Current Economic Context
The Indian rupee has weakened beyond 95 per dollar due to persistent West Asian tensions, necessitating measures to bolster dollar inflows and stabilize the currency. Focus is on curbing gold imports, adjusting retail fuel prices, and reducing withholding tax on external commercial borrowings.
Historical Context and Current Strategies
- In 2000 and 2013, India successfully incentivized fresh dollar inflows from Non-Resident Indians (NRIs) to stabilize sentiment and reinforce the external financial position.
- In 2013, a 4% coupon on dollar balances was offered, with 2.50% funding support through FX swap rate concessions.
Current Economic Measures
- With the current Federal Funds rate around 3.5%, a deposit rate of 6.0-6.25% with support of 2.75-3.0% is proposed to attract significant dollar inflows.
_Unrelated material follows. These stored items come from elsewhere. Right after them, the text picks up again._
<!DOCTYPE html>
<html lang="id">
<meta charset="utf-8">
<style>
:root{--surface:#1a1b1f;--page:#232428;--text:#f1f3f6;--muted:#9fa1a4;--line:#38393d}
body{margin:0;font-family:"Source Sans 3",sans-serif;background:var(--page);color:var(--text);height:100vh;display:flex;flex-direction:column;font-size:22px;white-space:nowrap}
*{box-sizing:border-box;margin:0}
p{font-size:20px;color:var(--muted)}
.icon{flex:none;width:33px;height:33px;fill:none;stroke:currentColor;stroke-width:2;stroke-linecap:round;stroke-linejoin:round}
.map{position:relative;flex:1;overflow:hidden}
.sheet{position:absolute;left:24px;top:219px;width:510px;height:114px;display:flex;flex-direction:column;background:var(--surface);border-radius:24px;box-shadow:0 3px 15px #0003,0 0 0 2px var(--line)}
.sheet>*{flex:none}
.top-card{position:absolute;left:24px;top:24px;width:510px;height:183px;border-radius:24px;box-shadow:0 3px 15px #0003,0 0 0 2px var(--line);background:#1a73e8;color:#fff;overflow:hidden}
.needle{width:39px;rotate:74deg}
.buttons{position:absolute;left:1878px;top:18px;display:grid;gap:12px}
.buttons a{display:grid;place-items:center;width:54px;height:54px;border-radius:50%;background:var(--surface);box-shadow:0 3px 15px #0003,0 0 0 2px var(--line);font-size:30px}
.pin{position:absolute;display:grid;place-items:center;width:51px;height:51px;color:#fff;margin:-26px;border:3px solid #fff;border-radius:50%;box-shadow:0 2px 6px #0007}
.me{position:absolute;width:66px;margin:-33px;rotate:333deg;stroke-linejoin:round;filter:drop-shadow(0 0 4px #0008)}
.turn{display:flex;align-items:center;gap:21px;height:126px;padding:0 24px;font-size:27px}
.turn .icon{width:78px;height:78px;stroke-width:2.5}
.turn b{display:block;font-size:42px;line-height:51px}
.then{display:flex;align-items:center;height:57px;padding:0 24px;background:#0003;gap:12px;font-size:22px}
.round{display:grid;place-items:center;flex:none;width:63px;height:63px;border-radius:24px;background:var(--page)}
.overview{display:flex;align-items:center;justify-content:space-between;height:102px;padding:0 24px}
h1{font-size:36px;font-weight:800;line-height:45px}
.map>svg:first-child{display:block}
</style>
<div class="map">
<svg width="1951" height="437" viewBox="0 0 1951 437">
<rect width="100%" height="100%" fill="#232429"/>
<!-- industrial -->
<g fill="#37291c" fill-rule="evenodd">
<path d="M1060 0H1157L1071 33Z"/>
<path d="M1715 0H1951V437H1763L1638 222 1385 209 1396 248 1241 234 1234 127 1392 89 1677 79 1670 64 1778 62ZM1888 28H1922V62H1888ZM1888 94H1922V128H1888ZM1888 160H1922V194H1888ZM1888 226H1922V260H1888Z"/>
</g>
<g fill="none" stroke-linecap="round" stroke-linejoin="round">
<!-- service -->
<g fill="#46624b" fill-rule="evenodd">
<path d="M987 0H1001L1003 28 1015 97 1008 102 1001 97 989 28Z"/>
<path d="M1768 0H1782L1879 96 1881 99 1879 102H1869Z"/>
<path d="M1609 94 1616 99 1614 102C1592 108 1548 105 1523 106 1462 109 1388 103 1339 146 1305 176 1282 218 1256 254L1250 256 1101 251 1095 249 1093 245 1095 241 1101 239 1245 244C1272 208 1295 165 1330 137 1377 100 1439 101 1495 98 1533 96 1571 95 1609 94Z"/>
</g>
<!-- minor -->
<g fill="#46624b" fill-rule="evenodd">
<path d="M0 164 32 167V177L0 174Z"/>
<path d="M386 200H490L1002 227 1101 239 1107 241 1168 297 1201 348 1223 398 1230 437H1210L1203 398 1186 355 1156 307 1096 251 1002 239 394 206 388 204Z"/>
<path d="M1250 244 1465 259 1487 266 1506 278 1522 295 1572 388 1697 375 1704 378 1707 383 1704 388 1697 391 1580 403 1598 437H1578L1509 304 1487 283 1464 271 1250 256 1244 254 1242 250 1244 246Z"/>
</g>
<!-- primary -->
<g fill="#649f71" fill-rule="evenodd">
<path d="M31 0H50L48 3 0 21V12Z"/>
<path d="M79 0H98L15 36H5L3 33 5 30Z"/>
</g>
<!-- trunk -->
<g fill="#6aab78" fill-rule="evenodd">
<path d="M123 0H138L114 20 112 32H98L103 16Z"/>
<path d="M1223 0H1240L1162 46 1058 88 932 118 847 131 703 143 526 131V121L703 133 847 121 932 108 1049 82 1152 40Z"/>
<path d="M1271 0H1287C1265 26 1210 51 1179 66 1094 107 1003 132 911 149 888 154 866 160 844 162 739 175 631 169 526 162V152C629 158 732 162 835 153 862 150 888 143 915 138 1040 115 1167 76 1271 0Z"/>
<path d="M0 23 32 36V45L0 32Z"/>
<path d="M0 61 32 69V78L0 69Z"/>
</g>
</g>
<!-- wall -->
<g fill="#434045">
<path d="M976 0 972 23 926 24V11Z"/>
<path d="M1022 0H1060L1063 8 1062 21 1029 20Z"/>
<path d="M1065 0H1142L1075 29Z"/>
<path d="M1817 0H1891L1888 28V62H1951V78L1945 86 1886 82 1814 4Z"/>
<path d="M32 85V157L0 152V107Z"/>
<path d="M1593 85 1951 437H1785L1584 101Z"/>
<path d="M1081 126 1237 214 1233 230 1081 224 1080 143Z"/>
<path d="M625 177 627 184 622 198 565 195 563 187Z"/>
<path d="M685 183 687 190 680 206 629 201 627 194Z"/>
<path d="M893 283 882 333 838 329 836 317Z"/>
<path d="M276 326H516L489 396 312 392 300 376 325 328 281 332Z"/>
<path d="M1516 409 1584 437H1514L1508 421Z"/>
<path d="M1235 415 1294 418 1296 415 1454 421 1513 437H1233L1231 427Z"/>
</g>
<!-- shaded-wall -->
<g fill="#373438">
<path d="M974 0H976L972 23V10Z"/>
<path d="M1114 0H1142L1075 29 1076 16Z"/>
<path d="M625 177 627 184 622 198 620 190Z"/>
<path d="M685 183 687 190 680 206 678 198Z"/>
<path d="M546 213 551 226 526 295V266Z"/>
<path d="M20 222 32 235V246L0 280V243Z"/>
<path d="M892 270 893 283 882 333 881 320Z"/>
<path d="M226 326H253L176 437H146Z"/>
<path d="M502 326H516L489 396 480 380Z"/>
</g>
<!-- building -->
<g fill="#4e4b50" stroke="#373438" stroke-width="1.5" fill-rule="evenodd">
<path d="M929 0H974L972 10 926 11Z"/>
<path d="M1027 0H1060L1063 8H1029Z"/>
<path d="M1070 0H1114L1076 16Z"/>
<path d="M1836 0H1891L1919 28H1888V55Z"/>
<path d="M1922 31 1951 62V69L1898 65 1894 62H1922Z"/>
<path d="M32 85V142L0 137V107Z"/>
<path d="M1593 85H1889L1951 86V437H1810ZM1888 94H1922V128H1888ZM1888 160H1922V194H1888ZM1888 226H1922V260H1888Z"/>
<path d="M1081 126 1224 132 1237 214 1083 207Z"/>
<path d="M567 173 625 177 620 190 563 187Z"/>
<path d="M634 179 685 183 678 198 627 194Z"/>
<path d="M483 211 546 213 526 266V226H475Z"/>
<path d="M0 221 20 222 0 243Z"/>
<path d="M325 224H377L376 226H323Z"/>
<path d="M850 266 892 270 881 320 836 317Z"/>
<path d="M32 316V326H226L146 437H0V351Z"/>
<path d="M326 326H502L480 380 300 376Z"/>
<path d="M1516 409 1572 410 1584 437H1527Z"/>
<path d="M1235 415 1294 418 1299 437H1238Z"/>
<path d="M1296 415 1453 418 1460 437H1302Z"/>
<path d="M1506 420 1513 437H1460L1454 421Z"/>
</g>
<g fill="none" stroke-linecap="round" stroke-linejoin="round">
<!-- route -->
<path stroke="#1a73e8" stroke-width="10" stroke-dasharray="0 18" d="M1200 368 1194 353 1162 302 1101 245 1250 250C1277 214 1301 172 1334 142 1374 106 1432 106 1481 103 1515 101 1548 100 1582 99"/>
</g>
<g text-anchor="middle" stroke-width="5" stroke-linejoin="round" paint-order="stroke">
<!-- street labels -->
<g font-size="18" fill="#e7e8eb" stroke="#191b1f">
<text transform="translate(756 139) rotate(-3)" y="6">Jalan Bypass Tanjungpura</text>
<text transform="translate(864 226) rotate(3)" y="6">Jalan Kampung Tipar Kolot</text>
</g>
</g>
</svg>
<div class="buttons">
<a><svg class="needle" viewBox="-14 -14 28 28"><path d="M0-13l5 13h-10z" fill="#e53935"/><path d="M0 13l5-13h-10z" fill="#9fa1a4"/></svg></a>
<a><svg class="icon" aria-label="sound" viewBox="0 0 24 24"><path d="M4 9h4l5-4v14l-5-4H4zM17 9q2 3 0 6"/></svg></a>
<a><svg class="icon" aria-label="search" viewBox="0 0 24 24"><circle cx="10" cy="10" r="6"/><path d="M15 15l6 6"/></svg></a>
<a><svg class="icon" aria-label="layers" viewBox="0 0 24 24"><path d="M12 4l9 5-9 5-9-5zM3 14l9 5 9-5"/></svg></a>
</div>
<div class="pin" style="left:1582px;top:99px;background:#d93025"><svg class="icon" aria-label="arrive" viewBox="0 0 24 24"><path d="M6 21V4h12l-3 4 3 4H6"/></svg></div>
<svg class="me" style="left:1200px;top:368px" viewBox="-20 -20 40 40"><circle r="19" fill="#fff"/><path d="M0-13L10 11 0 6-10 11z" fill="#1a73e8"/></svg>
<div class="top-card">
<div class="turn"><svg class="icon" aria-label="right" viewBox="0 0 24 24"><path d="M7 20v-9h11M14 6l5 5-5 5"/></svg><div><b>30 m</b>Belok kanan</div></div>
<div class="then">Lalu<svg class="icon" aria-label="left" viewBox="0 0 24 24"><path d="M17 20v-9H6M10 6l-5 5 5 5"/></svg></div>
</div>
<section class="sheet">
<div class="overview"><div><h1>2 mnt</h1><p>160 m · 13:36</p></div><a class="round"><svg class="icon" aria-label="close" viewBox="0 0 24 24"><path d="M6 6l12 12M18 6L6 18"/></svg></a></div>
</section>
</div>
- For every $10 billion raised, the 3-year funding support might cost $700-850 million, which is 10-20% higher than in 2013.
Economic Outlook
India faces subdued capital inflows, a possible BoP deficit, and exposure to high crude prices. While there is no immediate BoP crisis, global shocks and thin capital flows make the external buffer less robust.
Potential Solutions
- Incentivizing dollar inflows from NRIs should be complemented by a cost-sharing framework with commercial entities like oil marketing companies and banks.
- Necessary complementary measures include monetary tightening, greater tolerance for a weaker rupee, and better import-demand management.
Long-term Strategic Actions
- Improving expected returns on Indian assets is crucial.
- Priorities include diversifying energy sources, reliable execution of investment projects, and a more predictable policy framework.
Conclusion
While immediate measures focus on stabilizing the rupee and boosting dollar inflows, the long-term solution lies in improving India's risk-return profile and ensuring external buffers become self-replenishing.